> _Problem to work on_
Output all of the lines below exactly, and leave out each image.

** Opening Records for the exercise block **

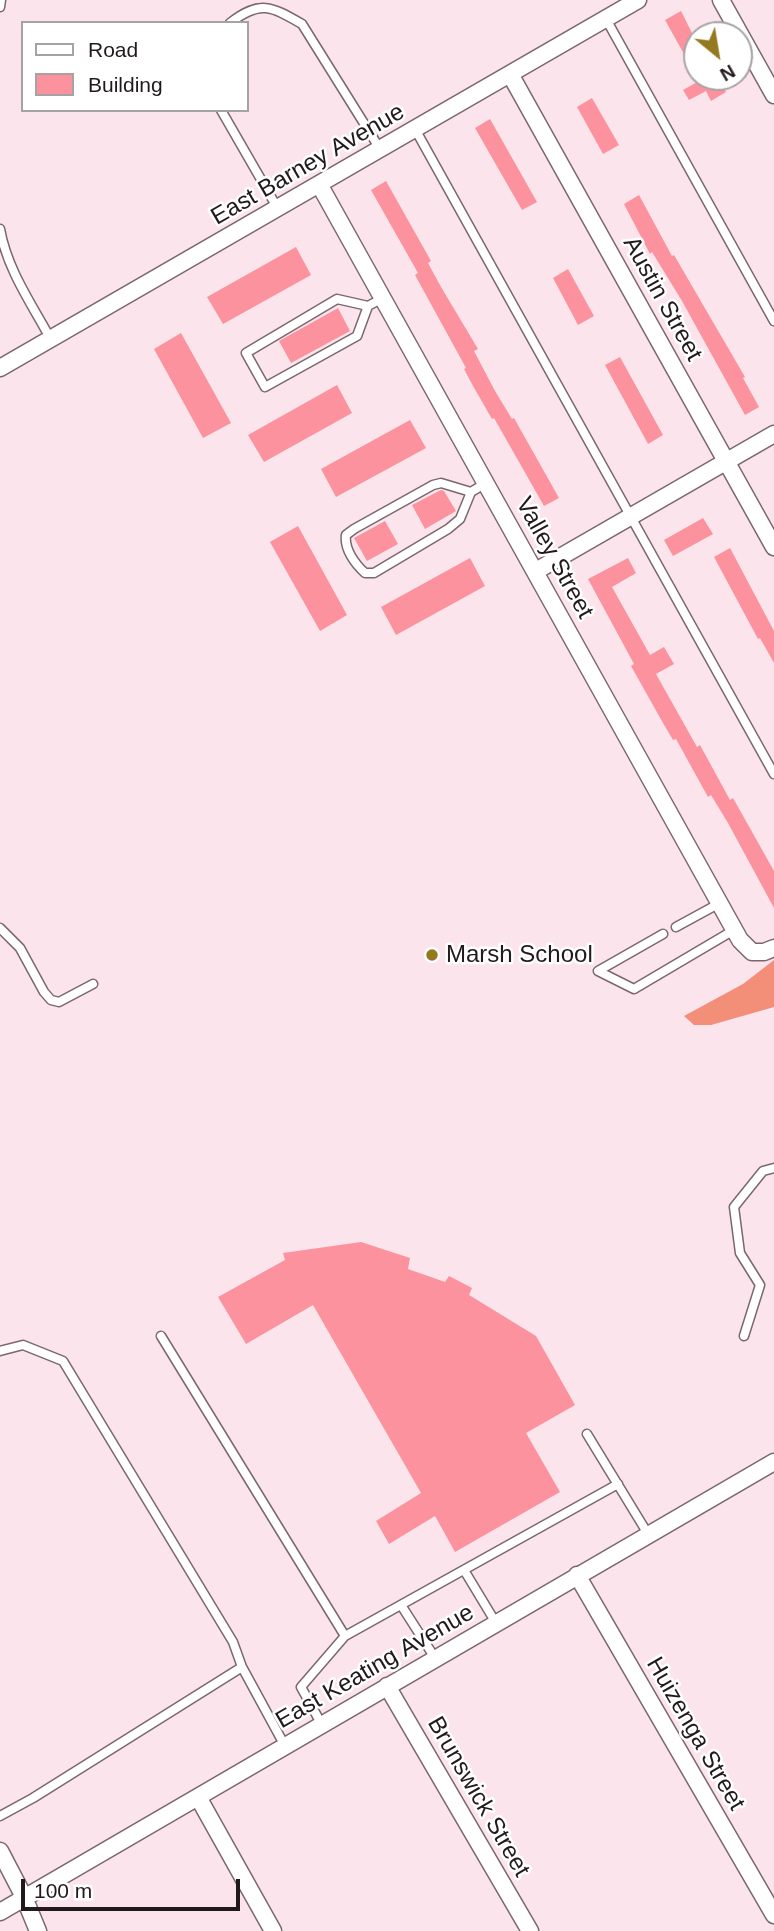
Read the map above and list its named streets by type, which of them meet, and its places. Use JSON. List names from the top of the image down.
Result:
{
  "streets": {
    "street": [
      "East Barney Avenue",
      "Austin Street",
      "Valley Street",
      "East Keating Avenue",
      "Huizenga Street",
      "Brunswick Street"
    ]
  },
  "crossings": [
    ["East Barney Avenue", "Austin Street"],
    ["East Barney Avenue", "Valley Street"],
    ["East Keating Avenue", "Huizenga Street"],
    ["East Keating Avenue", "Brunswick Street"]
  ],
  "places": ["Marsh School"],
  "legend": ["Road", "Building"],
  "scale_bar": "100 m",
  "north": "bottom right"
}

** Closing Records for the exercise block **

> _Output_
Read the map above and list its named streets by type, which of them meet, and its places. Use JSON. List names from the top of the image down.
Result:
{
  "streets": {
    "street": [
      "East Barney Avenue",
      "Austin Street",
      "Valley Street",
      "East Keating Avenue",
      "Huizenga Street",
      "Brunswick Street"
    ]
  },
  "crossings": [
    ["East Barney Avenue", "Austin Street"],
    ["East Barney Avenue", "Valley Street"],
    ["East Keating Avenue", "Huizenga Street"],
    ["East Keating Avenue", "Brunswick Street"]
  ],
  "places": ["Marsh School"],
  "legend": ["Road", "Building"],
  "scale_bar": "100 m",
  "north": "bottom right"
}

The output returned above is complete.